Pour célébrer son 50e anniversaire, le musée Van Gogh d'Amsterdam a collaboré avec la franchise Pokémon créant une exposition inédite : L’aventure Pokémon, un jeu de piste qui permet aux visiteurs de découvrir les chefs-d'œuvre de Vincent Van Gogh à travers le prisme des Pokémon.

Créée par Satoshi Tajiri, créateur et producteur de jeux vidéo japonnais, en 1995, Pokémon est une franchise japonaise de jeux vidéo, de cartes à collectionner, d'animes, de mangas et de jouets. Les Pokémon sont des créatures fictives, souvent anthropomorphes, qui possèdent des pouvoirs et des capacités uniques. Ils sont répartis en plusieurs types, chacun ayant ses propres forces et faiblesses, une des créatures les plus connues n’est autre que Pikachu, une petite souris jaune pouvant manier l’électricité. 

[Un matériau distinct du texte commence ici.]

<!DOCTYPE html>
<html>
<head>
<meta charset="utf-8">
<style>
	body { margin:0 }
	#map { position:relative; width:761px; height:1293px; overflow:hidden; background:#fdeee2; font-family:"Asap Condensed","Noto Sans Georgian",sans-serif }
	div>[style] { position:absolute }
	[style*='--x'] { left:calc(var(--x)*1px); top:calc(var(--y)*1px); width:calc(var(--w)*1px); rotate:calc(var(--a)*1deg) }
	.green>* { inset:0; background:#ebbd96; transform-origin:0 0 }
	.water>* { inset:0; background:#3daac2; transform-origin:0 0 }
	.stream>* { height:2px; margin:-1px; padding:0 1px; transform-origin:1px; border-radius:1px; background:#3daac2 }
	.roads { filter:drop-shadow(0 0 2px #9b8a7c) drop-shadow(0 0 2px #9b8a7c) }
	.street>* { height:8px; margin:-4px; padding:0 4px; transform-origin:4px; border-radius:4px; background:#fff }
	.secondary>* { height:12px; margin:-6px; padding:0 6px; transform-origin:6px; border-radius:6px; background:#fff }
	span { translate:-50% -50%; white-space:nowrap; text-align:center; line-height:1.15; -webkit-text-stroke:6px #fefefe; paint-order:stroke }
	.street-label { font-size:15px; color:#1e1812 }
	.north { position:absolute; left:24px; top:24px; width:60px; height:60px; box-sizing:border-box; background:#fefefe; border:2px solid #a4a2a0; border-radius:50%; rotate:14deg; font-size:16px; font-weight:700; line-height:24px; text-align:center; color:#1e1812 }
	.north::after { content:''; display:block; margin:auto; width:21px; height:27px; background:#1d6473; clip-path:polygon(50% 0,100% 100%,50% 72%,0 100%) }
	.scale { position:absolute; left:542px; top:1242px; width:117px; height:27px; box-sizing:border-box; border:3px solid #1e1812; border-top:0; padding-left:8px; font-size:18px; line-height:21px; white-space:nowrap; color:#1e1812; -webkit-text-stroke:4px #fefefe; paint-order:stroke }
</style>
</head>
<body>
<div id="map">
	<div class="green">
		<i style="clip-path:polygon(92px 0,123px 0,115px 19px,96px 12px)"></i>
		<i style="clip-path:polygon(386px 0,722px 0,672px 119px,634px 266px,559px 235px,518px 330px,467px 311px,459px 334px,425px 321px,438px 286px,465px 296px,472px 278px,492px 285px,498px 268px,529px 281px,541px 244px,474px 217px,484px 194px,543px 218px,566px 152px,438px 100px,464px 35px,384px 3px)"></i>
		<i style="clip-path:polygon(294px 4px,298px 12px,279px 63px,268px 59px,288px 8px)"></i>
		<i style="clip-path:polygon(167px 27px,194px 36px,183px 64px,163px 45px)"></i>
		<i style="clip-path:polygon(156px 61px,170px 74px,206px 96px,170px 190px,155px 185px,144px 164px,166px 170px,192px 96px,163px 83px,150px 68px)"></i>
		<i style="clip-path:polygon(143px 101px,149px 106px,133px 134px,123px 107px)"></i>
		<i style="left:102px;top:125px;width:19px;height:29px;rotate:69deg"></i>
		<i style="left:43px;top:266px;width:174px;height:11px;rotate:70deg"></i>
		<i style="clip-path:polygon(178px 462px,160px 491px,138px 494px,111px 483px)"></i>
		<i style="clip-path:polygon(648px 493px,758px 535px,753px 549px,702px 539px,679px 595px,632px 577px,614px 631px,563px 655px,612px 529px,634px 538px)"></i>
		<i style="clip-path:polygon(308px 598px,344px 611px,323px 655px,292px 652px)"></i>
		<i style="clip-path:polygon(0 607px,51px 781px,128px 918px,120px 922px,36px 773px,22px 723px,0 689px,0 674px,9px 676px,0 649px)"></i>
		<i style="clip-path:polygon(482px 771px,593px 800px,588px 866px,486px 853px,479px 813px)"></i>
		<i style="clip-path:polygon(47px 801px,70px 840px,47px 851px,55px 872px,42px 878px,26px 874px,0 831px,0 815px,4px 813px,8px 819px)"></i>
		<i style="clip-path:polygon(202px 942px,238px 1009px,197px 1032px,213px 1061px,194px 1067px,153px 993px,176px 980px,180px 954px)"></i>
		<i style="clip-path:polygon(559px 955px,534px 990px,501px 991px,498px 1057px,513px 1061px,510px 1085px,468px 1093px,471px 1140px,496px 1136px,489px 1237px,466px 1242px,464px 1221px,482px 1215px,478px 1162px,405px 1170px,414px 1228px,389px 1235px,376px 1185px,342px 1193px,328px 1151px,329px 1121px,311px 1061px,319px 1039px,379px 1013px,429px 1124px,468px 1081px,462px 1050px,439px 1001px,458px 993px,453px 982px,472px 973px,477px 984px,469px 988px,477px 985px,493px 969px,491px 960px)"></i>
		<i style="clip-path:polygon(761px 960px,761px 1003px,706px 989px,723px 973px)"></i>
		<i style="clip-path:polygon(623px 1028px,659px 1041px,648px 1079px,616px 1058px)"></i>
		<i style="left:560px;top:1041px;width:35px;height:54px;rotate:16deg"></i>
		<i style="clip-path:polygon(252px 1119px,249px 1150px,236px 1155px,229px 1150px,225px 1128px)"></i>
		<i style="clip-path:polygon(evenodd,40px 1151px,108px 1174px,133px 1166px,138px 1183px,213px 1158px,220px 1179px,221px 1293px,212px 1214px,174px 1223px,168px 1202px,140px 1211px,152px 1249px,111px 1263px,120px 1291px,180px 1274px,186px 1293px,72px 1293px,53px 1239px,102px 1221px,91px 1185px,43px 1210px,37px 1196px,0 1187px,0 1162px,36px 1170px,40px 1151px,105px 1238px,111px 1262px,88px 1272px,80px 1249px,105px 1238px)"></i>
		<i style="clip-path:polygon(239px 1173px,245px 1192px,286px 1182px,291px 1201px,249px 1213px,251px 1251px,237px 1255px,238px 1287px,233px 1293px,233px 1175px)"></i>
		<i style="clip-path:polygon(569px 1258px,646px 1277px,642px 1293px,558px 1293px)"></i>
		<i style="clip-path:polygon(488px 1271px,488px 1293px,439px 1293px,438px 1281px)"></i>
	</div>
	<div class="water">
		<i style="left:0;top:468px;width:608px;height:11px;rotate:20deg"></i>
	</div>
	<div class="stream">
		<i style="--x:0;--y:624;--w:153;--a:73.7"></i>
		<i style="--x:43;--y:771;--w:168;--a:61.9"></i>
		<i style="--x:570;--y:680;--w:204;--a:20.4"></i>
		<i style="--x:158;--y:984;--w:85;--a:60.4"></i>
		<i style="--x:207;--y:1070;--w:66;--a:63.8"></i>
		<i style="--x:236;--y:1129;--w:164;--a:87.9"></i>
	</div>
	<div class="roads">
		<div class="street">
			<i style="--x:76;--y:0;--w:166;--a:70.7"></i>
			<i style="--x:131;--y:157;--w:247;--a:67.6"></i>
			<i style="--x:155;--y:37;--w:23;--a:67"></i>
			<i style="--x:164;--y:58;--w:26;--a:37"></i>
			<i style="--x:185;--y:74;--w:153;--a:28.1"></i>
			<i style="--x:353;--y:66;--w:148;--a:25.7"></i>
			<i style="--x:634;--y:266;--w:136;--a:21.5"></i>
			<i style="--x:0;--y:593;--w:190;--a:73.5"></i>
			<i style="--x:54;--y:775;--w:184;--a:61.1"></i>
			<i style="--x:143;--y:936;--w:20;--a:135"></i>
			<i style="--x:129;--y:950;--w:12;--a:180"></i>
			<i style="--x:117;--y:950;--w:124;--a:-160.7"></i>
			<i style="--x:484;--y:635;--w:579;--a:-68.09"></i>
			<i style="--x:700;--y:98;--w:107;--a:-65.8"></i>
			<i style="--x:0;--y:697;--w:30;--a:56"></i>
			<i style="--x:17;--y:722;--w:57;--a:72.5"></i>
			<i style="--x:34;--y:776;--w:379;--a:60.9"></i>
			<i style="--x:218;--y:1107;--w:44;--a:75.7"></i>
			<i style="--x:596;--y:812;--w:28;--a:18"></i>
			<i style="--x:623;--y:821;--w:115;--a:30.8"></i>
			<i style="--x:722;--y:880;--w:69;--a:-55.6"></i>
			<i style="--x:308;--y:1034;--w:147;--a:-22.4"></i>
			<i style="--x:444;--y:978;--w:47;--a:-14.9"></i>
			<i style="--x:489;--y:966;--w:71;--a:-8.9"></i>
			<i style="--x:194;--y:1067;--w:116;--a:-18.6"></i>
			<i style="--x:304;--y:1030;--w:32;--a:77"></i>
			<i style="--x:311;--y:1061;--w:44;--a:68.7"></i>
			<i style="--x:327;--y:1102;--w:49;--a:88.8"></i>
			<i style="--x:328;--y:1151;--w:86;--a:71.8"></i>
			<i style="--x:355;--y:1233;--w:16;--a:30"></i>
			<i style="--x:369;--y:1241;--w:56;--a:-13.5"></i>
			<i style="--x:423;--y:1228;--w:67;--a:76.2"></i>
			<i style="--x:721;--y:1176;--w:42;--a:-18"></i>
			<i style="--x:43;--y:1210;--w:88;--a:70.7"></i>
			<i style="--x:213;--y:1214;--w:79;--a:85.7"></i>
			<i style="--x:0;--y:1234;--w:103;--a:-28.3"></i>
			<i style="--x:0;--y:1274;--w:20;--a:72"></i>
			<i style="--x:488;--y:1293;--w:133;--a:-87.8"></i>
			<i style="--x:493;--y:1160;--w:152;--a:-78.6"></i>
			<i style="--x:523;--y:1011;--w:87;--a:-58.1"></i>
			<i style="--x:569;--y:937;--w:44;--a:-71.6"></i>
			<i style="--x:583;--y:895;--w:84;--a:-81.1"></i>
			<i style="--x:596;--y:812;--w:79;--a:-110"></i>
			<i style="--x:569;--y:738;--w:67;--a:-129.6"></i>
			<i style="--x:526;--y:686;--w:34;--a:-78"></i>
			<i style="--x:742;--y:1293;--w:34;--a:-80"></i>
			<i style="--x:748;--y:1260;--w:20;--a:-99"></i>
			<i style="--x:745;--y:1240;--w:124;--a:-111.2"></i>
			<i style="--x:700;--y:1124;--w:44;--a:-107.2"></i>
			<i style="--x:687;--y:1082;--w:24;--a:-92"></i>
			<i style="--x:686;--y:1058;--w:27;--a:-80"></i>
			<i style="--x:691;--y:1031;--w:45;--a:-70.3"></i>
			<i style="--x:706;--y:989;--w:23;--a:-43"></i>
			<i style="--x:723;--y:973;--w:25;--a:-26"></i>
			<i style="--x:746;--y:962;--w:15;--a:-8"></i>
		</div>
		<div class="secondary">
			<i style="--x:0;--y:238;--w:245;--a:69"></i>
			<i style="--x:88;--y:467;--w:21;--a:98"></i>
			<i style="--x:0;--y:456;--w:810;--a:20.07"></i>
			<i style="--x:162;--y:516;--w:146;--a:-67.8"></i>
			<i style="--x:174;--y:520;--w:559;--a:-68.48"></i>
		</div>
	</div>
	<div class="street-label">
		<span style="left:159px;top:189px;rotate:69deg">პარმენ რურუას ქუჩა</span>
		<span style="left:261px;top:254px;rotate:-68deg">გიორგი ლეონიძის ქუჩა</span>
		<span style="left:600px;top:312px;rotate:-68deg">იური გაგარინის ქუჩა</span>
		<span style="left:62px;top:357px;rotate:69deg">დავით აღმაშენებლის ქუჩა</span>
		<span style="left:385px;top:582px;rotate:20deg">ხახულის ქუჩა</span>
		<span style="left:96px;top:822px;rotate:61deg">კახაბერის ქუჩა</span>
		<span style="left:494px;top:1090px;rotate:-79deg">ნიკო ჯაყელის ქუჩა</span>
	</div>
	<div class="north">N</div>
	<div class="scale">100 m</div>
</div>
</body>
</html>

Trois célèbres illustrateurs du jeu de cartes Pokémon ont participé à cette campagne, créant des réinterprétations originales des œuvres de Van Gogh. Pikachu inspiré par l'Autoportrait au chapeau de feutre, Héliotronc dans Les Tournesols et Goinfrex Ronflex dans la Chambre à coucher sont quelques-uns des exemples de ces illustrations.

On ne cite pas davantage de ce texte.